Nowhere
where I have traveled have I been so aware of traffic and people as in
Amsterdam, the city of canals. (The general chaos of Naples comes close.) If
you are out on Amsterdam’s streets you constantly have to be aware of where you are
and on the lookout for bicycles, motorbikes, trams, more bicycles and people.
They all seem to mingle in perfect harmony, but one step to the right or to the
left without looking and you can end up in front of a fast moving bicycle.

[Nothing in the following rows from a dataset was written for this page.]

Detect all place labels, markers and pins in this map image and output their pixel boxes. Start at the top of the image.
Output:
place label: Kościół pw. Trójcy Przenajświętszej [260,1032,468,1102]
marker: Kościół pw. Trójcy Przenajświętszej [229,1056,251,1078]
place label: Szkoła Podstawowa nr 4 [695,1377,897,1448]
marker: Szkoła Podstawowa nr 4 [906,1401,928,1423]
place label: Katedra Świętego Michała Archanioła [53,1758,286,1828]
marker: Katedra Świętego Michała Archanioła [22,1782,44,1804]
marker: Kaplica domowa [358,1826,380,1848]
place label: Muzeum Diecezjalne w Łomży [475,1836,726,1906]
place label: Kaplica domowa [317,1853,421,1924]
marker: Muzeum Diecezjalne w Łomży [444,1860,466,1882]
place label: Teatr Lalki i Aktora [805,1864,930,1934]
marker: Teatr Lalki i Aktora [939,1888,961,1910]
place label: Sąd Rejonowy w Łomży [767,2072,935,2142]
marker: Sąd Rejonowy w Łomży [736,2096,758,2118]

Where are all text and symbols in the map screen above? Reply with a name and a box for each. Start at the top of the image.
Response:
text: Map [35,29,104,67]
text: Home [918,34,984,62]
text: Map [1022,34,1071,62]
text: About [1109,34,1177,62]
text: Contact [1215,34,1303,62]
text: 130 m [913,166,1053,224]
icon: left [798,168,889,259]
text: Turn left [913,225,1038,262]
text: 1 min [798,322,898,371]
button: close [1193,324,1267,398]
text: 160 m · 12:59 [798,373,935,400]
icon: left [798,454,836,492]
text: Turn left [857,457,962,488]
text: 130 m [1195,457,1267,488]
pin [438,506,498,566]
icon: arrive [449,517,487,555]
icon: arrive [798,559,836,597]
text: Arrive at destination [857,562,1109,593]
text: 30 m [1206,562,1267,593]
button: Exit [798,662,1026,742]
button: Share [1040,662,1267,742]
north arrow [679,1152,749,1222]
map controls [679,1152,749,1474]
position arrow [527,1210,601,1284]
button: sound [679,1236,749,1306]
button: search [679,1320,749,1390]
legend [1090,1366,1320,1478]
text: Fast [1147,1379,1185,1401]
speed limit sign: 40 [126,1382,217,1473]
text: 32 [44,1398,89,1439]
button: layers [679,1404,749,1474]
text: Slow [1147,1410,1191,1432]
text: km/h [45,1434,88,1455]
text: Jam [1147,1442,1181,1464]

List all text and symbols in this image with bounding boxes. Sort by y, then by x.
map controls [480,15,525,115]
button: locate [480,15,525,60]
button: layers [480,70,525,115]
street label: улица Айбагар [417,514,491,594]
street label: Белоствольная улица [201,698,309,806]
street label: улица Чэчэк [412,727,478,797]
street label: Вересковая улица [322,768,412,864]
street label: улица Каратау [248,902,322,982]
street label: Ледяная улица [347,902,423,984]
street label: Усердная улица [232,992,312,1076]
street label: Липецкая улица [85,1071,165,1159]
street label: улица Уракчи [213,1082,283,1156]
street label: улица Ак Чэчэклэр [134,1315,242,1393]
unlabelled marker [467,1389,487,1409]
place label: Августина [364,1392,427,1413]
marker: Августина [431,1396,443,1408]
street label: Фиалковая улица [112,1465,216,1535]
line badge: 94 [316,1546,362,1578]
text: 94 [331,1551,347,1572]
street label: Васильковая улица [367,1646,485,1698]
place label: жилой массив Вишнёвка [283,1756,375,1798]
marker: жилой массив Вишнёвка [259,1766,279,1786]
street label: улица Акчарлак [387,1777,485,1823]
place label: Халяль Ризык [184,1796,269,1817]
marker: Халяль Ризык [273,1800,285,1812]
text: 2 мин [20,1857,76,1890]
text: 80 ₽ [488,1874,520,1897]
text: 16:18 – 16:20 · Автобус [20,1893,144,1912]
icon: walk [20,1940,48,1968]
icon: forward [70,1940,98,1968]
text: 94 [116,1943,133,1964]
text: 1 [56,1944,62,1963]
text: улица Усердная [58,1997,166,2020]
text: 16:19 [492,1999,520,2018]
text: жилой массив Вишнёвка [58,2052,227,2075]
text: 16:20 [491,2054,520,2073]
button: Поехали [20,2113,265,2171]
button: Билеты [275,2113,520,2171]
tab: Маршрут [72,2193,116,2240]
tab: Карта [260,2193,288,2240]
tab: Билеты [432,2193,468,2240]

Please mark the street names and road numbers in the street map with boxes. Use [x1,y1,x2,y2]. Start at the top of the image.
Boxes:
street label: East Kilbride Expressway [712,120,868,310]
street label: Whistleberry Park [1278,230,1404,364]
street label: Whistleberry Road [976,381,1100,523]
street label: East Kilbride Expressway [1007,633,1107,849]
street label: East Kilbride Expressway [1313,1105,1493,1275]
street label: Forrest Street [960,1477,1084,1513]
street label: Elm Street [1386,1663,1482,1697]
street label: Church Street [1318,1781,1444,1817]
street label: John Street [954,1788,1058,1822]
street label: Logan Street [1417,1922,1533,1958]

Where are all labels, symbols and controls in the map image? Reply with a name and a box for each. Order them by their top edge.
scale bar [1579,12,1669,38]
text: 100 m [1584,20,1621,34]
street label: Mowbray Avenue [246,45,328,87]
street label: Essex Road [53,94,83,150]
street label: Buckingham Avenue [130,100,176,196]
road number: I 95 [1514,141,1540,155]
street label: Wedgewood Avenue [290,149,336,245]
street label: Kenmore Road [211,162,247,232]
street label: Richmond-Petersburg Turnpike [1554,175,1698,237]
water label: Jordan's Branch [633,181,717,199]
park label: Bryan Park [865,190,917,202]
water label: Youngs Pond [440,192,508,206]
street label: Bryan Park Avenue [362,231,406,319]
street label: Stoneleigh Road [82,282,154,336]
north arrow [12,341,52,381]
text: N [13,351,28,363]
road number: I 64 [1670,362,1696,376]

A classic Amsterdam memory
Traveling
in winter have benefits: Shorter lines at museums and restaurants, but on the
weather front it was mostly dreary with the sky varied from woolly clouds
interspersed with rare patches of light blue to a dirty dark grey with
occasional rain. Luckily, on the worst weather day when it was very windy and
rainy we were indoors in the Rijksmuseum.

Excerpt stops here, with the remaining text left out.